_Aim of the exercise_
Quote the whole listing verbatim.

-*-

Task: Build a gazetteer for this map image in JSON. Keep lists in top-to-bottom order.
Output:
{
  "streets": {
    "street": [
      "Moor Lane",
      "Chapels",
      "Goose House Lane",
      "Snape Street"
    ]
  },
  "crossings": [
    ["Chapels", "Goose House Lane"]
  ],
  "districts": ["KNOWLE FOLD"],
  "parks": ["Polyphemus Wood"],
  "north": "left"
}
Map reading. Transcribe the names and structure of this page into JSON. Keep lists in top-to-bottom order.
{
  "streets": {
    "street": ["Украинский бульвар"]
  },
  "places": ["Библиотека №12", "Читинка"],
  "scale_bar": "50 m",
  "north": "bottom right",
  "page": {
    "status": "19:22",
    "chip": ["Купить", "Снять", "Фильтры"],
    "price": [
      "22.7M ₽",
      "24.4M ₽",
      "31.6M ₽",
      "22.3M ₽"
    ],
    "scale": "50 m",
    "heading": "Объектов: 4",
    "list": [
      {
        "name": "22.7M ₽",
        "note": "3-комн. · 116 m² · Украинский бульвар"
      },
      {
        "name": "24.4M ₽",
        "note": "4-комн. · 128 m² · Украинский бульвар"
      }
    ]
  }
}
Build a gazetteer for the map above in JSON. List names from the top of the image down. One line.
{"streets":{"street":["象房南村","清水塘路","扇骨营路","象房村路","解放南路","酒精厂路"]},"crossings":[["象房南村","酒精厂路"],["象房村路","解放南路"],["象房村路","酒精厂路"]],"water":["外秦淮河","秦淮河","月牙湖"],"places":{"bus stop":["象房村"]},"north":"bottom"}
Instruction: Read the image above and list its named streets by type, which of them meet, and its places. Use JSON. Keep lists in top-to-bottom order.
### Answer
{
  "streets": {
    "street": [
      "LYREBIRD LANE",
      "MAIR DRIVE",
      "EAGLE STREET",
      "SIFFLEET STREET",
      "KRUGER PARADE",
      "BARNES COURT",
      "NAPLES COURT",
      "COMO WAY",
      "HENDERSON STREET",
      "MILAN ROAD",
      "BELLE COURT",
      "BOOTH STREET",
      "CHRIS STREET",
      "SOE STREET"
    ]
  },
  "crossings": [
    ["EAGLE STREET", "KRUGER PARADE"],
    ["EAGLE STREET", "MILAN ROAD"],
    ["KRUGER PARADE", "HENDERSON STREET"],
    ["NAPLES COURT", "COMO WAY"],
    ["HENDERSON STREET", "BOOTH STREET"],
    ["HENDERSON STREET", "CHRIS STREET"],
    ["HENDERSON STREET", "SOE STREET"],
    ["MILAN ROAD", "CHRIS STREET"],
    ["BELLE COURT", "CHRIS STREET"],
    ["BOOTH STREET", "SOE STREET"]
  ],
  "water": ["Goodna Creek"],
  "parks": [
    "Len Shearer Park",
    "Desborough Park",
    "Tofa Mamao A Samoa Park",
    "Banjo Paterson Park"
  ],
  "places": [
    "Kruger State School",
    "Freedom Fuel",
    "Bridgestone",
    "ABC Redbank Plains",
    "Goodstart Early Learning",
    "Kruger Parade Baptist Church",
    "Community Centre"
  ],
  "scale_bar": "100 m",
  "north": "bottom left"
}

-*-

_Answer section_
Task: Build a gazetteer for this map image in JSON. Keep lists in top-to-bottom order.
Output:
{
  "streets": {
    "street": [
      "Moor Lane",
      "Chapels",
      "Goose House Lane",
      "Snape Street"
    ]
  },
  "crossings": [
    ["Chapels", "Goose House Lane"]
  ],
  "districts": ["KNOWLE FOLD"],
  "parks": ["Polyphemus Wood"],
  "north": "left"
}
Map reading. Transcribe the names and structure of this page into JSON. Keep lists in top-to-bottom order.
{
  "streets": {
    "street": ["Украинский бульвар"]
  },
  "places": ["Библиотека №12", "Читинка"],
  "scale_bar": "50 m",
  "north": "bottom right",
  "page": {
    "status": "19:22",
    "chip": ["Купить", "Снять", "Фильтры"],
    "price": [
      "22.7M ₽",
      "24.4M ₽",
      "31.6M ₽",
      "22.3M ₽"
    ],
    "scale": "50 m",
    "heading": "Объектов: 4",
    "list": [
      {
        "name": "22.7M ₽",
        "note": "3-комн. · 116 m² · Украинский бульвар"
      },
      {
        "name": "24.4M ₽",
        "note": "4-комн. · 128 m² · Украинский бульвар"
      }
    ]
  }
}
Build a gazetteer for the map above in JSON. List names from the top of the image down. One line.
{"streets":{"street":["象房南村","清水塘路","扇骨营路","象房村路","解放南路","酒精厂路"]},"crossings":[["象房南村","酒精厂路"],["象房村路","解放南路"],["象房村路","酒精厂路"]],"water":["外秦淮河","秦淮河","月牙湖"],"places":{"bus stop":["象房村"]},"north":"bottom"}
Instruction: Read the image above and list its named streets by type, which of them meet, and its places. Use JSON. Keep lists in top-to-bottom order.
### Answer
{
  "streets": {
    "street": [
      "LYREBIRD LANE",
      "MAIR DRIVE",
      "EAGLE STREET",
      "SIFFLEET STREET",
      "KRUGER PARADE",
      "BARNES COURT",
      "NAPLES COURT",
      "COMO WAY",
      "HENDERSON STREET",
      "MILAN ROAD",
      "BELLE COURT",
      "BOOTH STREET",
      "CHRIS STREET",
      "SOE STREET"
    ]
  },
  "crossings": [
    ["EAGLE STREET", "KRUGER PARADE"],
    ["EAGLE STREET", "MILAN ROAD"],
    ["KRUGER PARADE", "HENDERSON STREET"],
    ["NAPLES COURT", "COMO WAY"],
    ["HENDERSON STREET", "BOOTH STREET"],
    ["HENDERSON STREET", "CHRIS STREET"],
    ["HENDERSON STREET", "SOE STREET"],
    ["MILAN ROAD", "CHRIS STREET"],
    ["BELLE COURT", "CHRIS STREET"],
    ["BOOTH STREET", "SOE STREET"]
  ],
  "water": ["Goodna Creek"],
  "parks": [
    "Len Shearer Park",
    "Desborough Park",
    "Tofa Mamao A Samoa Park",
    "Banjo Paterson Park"
  ],
  "places": [
    "Kruger State School",
    "Freedom Fuel",
    "Bridgestone",
    "ABC Redbank Plains",
    "Goodstart Early Learning",
    "Kruger Parade Baptist Church",
    "Community Centre"
  ],
  "scale_bar": "100 m",
  "north": "bottom left"
}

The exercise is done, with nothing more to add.